Auditory icons—or “earcons”—are capable of more subtle types of communication. Associated mainly with computing (Robare and Forlizzi 2009; Gaver 1989; Blattner, Sumikawa, and Greenberg 1989), auditory icons might give feedback on a process—scrolling through a window or moving a folder to the trash, for example. In the late 1980s, William Gaver (1989) developed a sonic interface for Apple called SonicFinder. The interface was an ambitious attempt to sonify computing but was incorporated into mainstream operating systems only in a limited fashion. Not only did Gaver’s system alert the user that a process was occurring, it also employed a level of sonic nuance that could communicate subtle features of these operations. For example, selecting a file would trigger a “hitting” sound that would vary in pitch and timbre depending on its contents or size. Remnants of this approach remain buried in the user interfaces of common software applications; in many applications, brief blips and sound effects, for example, signal the arrival of an email or its successful departure. Microsoft has programmed a veritable cacophony of noises into its Office applications, which users can enable or disable as they please. We know of no writer who actually uses the many earcons available in MS Word, but they are there and available should you wish to be the first.

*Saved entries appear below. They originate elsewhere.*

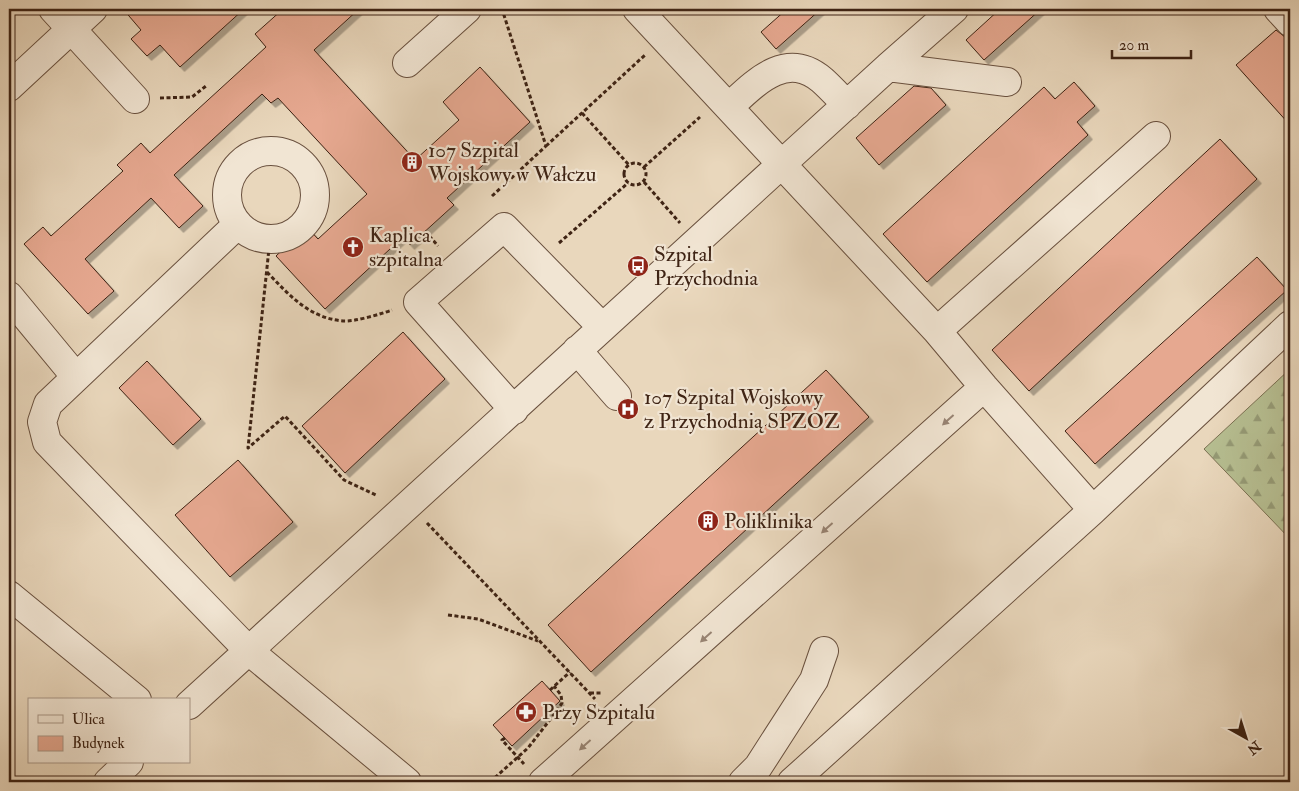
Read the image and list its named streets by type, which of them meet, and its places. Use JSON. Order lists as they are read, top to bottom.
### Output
{
  "places": {
    "building": ["107 Szpital Wojskowy w Wałczu", "Poliklinika"],
    "church": ["Kaplica szpitalna"],
    "bus stop": ["Szpital Przychodnia"],
    "hospital": ["107 Szpital Wojskowy z Przychodnią SPZOZ"],
    "pharmacy": ["Przy Szpitalu"]
  },
  "legend": ["Ulica", "Budynek"],
  "scale_bar": "20 m",
  "north": "bottom right"
}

While alerts and auditory icons communicate symbolically, audification functions isomorphically. Through the modification or the transduction of other vibrational or wave phenomena, audification renders data more immediately meaningful to a listener. In the early 1960s seismologist Sheridan Speeth (1961) proposed that amplifying and speeding up recordings of seismic movements could (p. 549) allow listeners to differentiate between earthquakes and explosions caused by bombs. Sonocytology—the sonification of cells—operates similarly by amplifying the inaudible vibrations of cellular life. As Sophia Roosth (2009) notes, yeast cells vibrate at frequencies within audible range. The volume, however, is far below the threshold of human hearing. Using scanning probe microscopes to record the vibration of these cells, sonocytologists have managed to sonify yeast cells and listen in on experiments. These scientists have found that adding alcohol to the cells’ medium causes them to vibrate more rapidly, a phenomenon that, when sonified, results in higher-pitched sound, giving the impression that they are screaming.

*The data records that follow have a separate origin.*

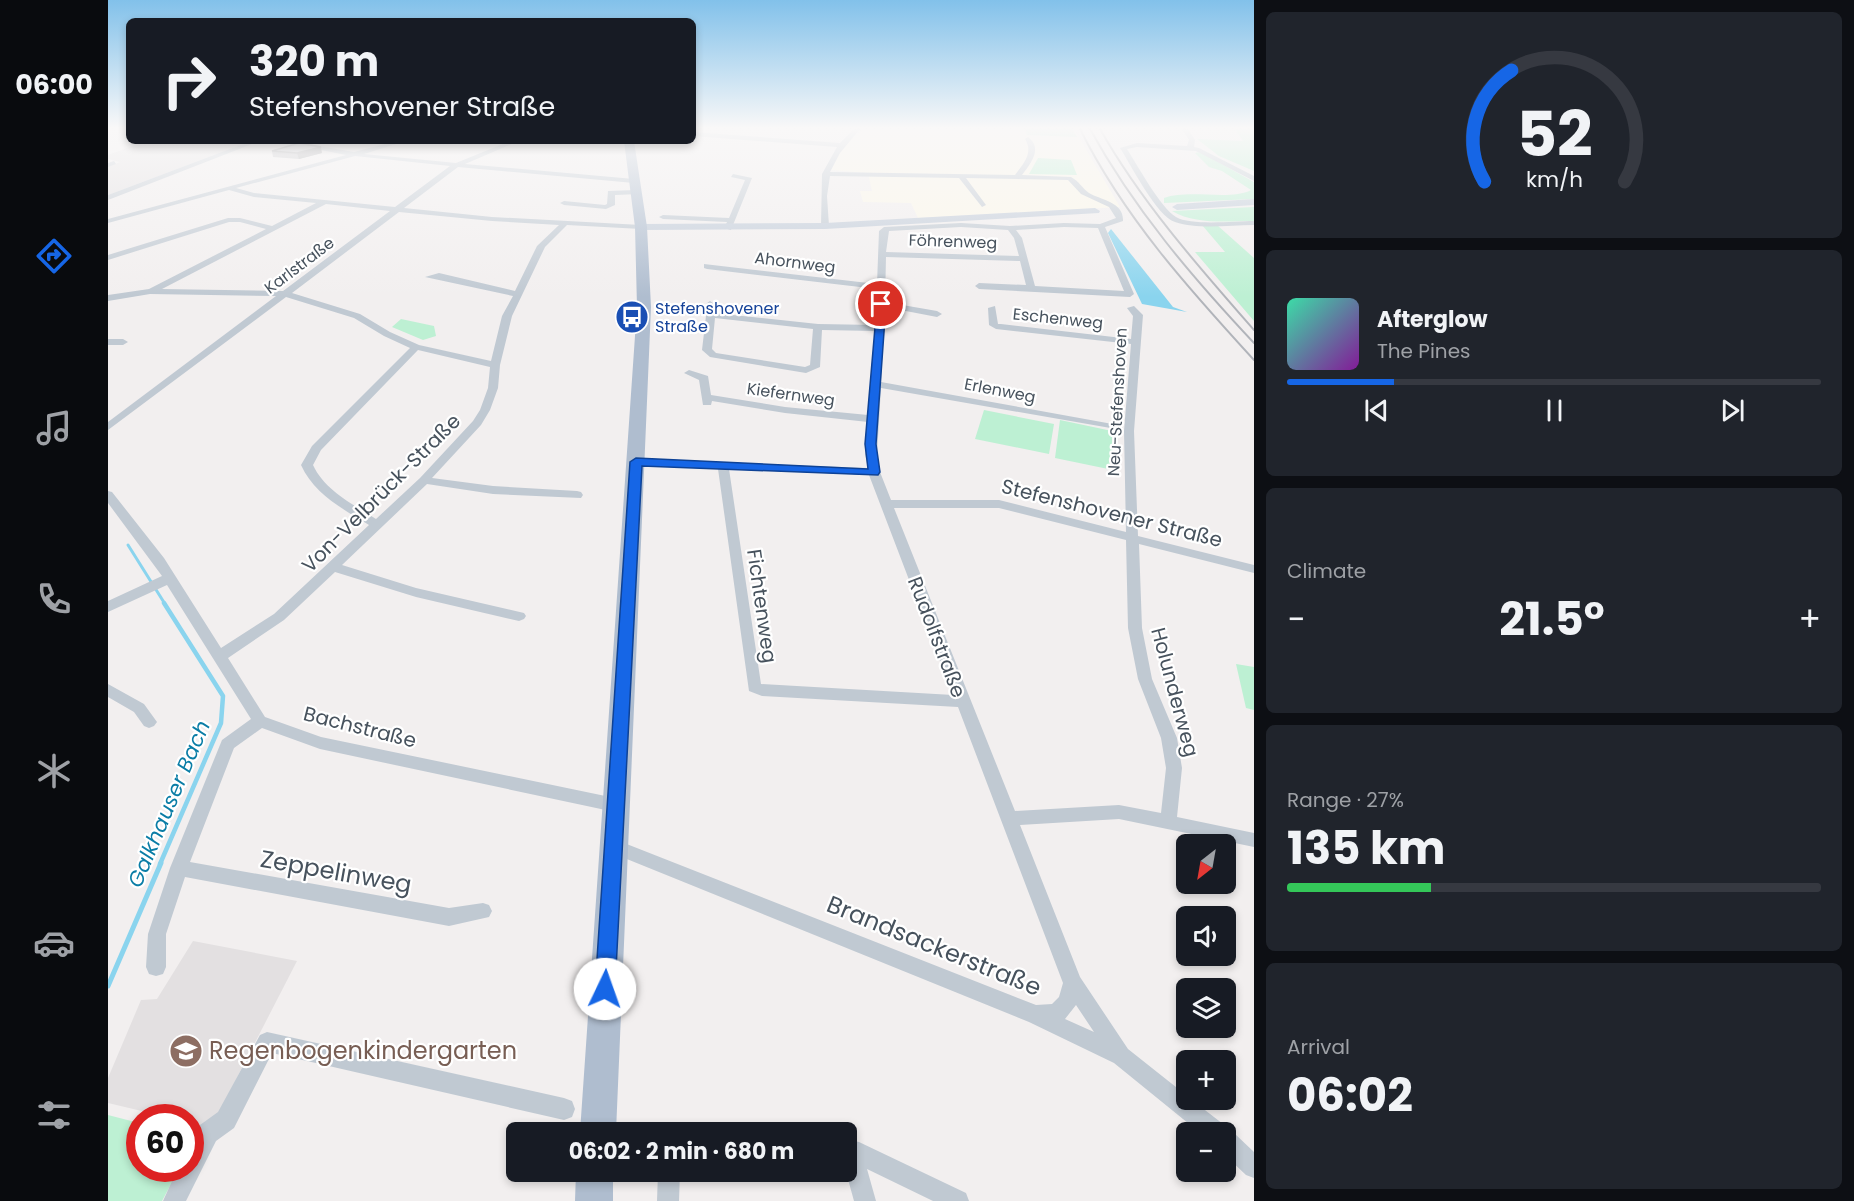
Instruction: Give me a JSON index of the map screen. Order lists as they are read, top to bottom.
{
  "streets": {
    "street": [
      "Föhrenweg",
      "Ahornweg",
      "Karlstraße",
      "Eschenweg",
      "Erlenweg",
      "Kiefernweg",
      "Neu-Stefenshoven",
      "Von-Velbrück-Straße",
      "Stefenshovener Straße",
      "Fichtenweg",
      "Rudolfstraße",
      "Holunderweg",
      "Bachstraße",
      "Zeppelinweg",
      "Brandsackerstraße"
    ]
  },
  "crossings": [
    ["Föhrenweg", "Rudolfstraße"],
    ["Ahornweg", "Rudolfstraße"],
    ["Eschenweg", "Neu-Stefenshoven"],
    ["Erlenweg", "Rudolfstraße"],
    ["Kiefernweg", "Rudolfstraße"],
    ["Neu-Stefenshoven", "Stefenshovener Straße"],
    ["Neu-Stefenshoven", "Holunderweg"],
    ["Stefenshovener Straße", "Rudolfstraße"],
    ["Stefenshovener Straße", "Holunderweg"],
    ["Fichtenweg", "Rudolfstraße"],
    ["Rudolfstraße", "Brandsackerstraße"]
  ],
  "water": ["Galkhauser Bach"],
  "places": {
    "bus stop": ["Stefenshovener Straße"],
    "school or university": ["Regenbogenkindergarten"]
  },
  "north": "bottom left",
  "page": {
    "tabs": "06:00",
    "turn": ["320 m", "Stefenshovener Straße"],
    "song": ["Afterglow", "The Pines"],
    "tile": [
      "Climate",
      ["Range · 27%", "135 km"],
      ["Arrival", "06:02"]
    ],
    "heat": ["−", "21.5°", "+"],
    "map_buttons": ["+", "−"],
    "limit": "60",
    "trip": "06:02 · 2 min · 680 m",
    "gauge": ["52", "km/h"]
  }
}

Many recent developments in sonification have happened thanks to computers or, more specifically, digitization. Here we confront one of the defining features of “new” media as described by Lev Manovich (2001, 45-48): transcoding. Because digital files exist as both computer data and as aesthetic representations of the sensible world (in the form of an interface), a wide range of possibilities exists for both the manipulation of data and the interface itself. When an audio editor displays the waveform of a recording, it offers a simple and fairly straightforward kind of transcoding. Given audio data, it renders a picture that represents some aspects of the audio recording’s waveforms. More creative options are also possible; for instance, an application called Metasynth allows users to actually generate sounds from the data found in pictures (http://www.uisoftware.com/MetaSynth/index.php). When lasers map the curves of old phonographic cylinders or trace the vibrations of old phonautograph tracings, they are similarly performing a kind of transcoding. Pace Manovich, transcoding is not necessarily a digital process. The study of pulsars in radio astronomy, for example, has for a long time rendered the rotation of distant stars as sonic data because the regularity of their rotations can be better heard than seen. However, transcoding becomes considerably more common in the digital realm because software allows for greater ease and facility in the manipulation of data sets. The pulsar example is instructive because it reveals one of the central features of audified knowledge, a feature that works because of transcoding—let us call it “effective indexicality.”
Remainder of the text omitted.